Institutional investors are slowly entering the cryptocurrency space, but so far adoption has been largely retail-driven. This has been happening because the risks associated with cryptocurrencies are still too big.
Cristián Bohn, co-founder and CFO of ParFin, a firm providing clearing services for cryptoasset, has detailed in a Medium blog post why institutional investors are mostly just dipping their feet in the cryptocurrency space, and the answer is to do with risk.
In his post, Bohn detailed that the regulatory framework of crypto as an asset class isn’t clear in countries that host major financial centers, and as such institutional asset managers with low risk tolerance stay away from the space. Those with more risk tolerance may assume regulators’ guyidance is close to their future legal approach.
Capital allocation inefficiency is also said to be a barrier stopping institutional investors from entering the space. Bohn details the lack of infrastructure and services needed to manage cryptocurrencies and fiat currencies between banks, exchanges, OTC providers, and custodians may lead to unnecessary risk.
In traditional markets capital allocation efficiency is based on intermediaries that aren’t necessary in the cryptocurrency space, where automated software and smart contracts may handle everything. While the decentralized finance movement has been growing, he says, it’s still “far away from catering the needs of institutional asset managers,” Bohn added:
There is still a big gap of software and services needed by asset managers in order to manage digital assets with the same regulatory standards as traditional asset classes.
He then outlined several risk factors asset managers take into account when analyzing an investment. These include the market, counterparty risk, liquidity, operational and security risks. In the cryptocurrency space there’s significant counterparty risk as counterparties aren’t prepared to disclose relevant information.
The data-driven investor noted that institutional investors would only be allowed to use cryptocurrency counterparties with equivalent risk policies to traditional financial market counterparties. He added:
The reality is that very few exchanges and OTC players meet the minimum risk policy requirements to serve institutional asset managers.
Operational risks are also something to take into account, as in the cryptocurrency space losing one’s private keys or sending a transaction to the wrong address may lead to irreversible losses.
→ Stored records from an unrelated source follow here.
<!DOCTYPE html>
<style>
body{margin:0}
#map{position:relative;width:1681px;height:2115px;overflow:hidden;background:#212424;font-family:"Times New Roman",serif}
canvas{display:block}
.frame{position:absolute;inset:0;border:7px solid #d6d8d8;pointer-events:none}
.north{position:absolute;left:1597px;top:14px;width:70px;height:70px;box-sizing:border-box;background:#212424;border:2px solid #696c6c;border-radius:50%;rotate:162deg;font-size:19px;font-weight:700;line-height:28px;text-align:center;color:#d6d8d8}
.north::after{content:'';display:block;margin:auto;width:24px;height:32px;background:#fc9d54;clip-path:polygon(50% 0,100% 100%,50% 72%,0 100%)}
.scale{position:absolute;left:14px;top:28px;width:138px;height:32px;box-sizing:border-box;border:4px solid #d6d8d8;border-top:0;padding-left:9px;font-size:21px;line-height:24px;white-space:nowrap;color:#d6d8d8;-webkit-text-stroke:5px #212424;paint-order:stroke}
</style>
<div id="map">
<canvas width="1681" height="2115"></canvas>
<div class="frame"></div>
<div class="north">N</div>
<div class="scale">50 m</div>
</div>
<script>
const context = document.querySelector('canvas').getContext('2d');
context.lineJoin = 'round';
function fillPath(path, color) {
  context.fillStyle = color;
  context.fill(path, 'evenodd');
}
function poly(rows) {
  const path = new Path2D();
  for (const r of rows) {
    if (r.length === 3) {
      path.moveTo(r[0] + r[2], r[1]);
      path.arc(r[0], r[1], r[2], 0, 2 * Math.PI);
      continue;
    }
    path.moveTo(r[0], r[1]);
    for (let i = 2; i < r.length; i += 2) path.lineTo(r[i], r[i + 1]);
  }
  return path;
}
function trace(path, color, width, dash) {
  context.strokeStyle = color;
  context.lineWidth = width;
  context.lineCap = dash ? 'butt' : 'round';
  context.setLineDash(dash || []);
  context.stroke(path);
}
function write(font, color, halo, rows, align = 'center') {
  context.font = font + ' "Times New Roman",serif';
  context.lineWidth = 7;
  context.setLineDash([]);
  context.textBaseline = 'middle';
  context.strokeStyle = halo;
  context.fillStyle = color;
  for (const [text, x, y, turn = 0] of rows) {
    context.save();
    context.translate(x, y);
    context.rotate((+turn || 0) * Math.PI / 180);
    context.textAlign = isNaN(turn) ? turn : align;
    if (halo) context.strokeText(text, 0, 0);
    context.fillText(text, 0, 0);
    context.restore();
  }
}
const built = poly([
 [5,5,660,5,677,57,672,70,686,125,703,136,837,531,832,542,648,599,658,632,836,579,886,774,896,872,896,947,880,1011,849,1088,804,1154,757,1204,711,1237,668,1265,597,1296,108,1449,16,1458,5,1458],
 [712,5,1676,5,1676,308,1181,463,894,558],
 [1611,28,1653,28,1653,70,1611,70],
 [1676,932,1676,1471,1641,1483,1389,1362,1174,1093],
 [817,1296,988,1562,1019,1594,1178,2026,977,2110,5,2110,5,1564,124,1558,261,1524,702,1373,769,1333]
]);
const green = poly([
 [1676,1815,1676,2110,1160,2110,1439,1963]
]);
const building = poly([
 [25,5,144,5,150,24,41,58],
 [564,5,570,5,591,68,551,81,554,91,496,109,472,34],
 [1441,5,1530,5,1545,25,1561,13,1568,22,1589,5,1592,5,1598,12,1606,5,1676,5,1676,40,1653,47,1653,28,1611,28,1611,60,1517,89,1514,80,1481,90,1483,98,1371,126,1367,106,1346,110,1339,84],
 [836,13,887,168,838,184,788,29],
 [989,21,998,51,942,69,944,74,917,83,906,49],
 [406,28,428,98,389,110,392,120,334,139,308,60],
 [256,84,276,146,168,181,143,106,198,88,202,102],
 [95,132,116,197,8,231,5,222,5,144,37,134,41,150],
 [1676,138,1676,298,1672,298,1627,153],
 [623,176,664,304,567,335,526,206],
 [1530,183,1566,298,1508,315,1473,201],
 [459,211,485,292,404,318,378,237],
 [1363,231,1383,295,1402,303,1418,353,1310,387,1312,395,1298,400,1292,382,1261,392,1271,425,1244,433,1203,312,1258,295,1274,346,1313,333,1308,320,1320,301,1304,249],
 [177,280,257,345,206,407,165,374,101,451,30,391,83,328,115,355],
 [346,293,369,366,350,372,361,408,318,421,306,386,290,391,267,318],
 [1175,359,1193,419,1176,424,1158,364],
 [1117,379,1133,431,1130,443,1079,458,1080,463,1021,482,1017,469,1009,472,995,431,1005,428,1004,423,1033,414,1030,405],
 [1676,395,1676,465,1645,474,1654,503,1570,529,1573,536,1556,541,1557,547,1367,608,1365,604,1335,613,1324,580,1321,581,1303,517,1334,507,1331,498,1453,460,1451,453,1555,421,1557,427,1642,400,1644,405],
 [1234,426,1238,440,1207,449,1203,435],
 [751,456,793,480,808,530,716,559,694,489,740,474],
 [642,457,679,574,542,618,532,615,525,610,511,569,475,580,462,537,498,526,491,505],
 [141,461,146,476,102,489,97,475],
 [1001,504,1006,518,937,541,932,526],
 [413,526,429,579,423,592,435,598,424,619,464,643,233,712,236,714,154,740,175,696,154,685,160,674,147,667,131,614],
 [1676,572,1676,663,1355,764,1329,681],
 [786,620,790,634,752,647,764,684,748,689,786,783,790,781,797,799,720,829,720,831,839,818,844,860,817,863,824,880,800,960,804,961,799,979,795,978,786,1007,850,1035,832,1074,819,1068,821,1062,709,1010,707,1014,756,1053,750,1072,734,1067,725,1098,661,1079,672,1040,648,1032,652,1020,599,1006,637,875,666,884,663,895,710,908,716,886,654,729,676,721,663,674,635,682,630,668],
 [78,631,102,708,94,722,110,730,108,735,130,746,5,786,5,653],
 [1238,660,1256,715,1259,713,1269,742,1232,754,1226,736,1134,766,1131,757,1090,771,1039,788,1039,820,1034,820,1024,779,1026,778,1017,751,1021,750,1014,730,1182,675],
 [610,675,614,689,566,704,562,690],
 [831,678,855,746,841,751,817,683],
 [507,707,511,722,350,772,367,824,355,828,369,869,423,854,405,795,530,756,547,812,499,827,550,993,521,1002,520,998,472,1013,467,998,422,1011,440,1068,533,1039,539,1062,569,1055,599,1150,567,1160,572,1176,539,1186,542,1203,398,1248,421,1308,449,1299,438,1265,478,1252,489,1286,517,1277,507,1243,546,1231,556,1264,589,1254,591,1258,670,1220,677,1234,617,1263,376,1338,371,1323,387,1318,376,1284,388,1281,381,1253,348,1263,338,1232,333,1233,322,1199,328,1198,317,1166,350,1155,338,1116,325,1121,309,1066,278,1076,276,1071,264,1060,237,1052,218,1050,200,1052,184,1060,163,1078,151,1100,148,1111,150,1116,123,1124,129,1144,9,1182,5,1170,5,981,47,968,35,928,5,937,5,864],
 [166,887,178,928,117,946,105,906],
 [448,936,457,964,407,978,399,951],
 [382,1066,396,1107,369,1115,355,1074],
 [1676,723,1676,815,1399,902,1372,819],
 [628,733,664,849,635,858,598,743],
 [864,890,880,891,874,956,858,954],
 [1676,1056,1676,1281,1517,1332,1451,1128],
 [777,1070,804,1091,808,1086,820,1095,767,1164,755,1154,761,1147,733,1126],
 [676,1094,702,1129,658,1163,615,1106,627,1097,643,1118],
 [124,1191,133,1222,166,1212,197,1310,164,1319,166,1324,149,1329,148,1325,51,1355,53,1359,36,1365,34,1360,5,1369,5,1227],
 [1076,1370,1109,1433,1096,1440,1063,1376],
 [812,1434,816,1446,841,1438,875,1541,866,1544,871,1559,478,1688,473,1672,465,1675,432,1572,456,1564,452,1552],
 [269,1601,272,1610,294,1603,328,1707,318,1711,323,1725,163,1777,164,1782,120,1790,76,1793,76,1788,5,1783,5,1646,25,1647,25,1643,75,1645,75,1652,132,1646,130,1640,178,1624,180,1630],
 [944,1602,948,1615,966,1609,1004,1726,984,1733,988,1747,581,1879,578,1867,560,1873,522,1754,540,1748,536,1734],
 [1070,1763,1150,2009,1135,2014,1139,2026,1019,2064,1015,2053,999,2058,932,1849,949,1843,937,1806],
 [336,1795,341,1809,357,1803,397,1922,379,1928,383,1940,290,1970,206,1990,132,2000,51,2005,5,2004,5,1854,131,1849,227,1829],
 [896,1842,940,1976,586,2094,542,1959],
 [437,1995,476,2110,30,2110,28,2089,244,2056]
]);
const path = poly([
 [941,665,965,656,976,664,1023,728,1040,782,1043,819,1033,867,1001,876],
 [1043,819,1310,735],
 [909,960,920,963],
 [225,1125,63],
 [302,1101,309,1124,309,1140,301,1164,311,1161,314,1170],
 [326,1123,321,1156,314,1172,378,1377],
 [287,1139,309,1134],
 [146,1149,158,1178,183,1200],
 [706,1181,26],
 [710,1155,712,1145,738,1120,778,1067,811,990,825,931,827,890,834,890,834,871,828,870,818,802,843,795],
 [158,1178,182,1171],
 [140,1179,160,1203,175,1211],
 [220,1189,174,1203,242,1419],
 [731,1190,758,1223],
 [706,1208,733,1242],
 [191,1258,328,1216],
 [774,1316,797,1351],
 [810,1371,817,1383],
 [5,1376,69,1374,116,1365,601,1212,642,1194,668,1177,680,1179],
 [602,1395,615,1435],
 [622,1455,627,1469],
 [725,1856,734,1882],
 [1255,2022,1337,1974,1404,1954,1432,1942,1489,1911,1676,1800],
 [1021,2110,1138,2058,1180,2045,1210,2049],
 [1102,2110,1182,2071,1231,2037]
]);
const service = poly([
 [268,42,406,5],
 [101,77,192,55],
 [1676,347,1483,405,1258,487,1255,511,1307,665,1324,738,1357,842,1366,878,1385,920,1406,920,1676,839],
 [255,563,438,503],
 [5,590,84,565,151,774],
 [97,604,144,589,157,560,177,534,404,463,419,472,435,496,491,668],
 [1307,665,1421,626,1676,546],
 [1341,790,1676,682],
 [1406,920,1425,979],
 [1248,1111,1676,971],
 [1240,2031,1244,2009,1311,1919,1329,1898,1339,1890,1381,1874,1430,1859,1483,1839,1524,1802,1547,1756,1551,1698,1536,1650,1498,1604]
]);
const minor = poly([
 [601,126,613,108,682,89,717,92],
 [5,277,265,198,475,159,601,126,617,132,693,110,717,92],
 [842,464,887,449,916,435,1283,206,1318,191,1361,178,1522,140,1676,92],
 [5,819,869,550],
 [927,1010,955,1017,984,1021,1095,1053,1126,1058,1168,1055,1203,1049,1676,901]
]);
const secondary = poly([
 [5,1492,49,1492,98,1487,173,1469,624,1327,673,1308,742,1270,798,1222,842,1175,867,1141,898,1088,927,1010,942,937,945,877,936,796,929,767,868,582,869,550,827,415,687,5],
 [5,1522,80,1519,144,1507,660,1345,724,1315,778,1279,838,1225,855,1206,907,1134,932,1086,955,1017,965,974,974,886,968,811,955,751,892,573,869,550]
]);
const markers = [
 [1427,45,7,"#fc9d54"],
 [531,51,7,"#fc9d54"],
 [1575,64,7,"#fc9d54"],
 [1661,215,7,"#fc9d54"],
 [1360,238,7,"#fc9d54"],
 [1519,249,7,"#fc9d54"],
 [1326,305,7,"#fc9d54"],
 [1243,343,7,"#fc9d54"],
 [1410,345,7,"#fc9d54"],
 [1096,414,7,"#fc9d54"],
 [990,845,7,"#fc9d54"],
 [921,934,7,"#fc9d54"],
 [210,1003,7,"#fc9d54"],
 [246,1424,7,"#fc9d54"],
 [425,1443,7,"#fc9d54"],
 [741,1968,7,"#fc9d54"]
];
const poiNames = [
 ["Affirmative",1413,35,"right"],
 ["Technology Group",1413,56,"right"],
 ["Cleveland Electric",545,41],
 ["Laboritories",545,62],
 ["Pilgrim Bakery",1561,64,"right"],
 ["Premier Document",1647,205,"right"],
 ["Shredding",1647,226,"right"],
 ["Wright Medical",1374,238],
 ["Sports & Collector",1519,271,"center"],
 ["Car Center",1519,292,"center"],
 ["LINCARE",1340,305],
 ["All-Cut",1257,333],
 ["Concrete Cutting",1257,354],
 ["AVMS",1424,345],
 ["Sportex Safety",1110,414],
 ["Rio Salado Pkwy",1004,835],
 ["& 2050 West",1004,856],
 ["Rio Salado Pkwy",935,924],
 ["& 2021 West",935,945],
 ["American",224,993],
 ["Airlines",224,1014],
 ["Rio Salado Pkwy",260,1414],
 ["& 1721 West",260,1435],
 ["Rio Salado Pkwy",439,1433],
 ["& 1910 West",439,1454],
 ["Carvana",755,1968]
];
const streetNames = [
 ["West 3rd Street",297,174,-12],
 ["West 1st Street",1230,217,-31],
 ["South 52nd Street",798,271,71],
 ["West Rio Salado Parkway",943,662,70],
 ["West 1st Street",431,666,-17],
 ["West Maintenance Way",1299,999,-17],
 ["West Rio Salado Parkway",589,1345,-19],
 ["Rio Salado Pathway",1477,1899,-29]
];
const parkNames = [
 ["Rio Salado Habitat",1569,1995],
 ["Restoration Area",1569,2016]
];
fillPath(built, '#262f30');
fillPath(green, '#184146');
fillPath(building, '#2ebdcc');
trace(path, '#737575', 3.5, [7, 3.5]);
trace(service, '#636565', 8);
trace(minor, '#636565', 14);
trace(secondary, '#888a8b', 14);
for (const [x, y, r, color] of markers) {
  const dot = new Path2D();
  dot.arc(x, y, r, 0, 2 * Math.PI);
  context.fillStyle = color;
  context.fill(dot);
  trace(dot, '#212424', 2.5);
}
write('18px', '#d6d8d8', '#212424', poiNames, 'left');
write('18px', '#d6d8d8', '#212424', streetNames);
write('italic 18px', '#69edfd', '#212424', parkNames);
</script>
To tackle these and security risks, institutional asset managers may use crypto custody solutions.
Per Bohn, these have evolved substantially and are “currently robust enough to serve institutional asset managers, especially with traditional financial institutions starting to deliver crypto custody services.”
Security token exchanges like tZERO will provide the regulated framework for institutional investors to enter the space, he said, and are likely going to become their most desired trading venue. As time goes on, more start-ups are looking to tackle the lack of infrastructure needed by institutions to enter the space, among them ParFin.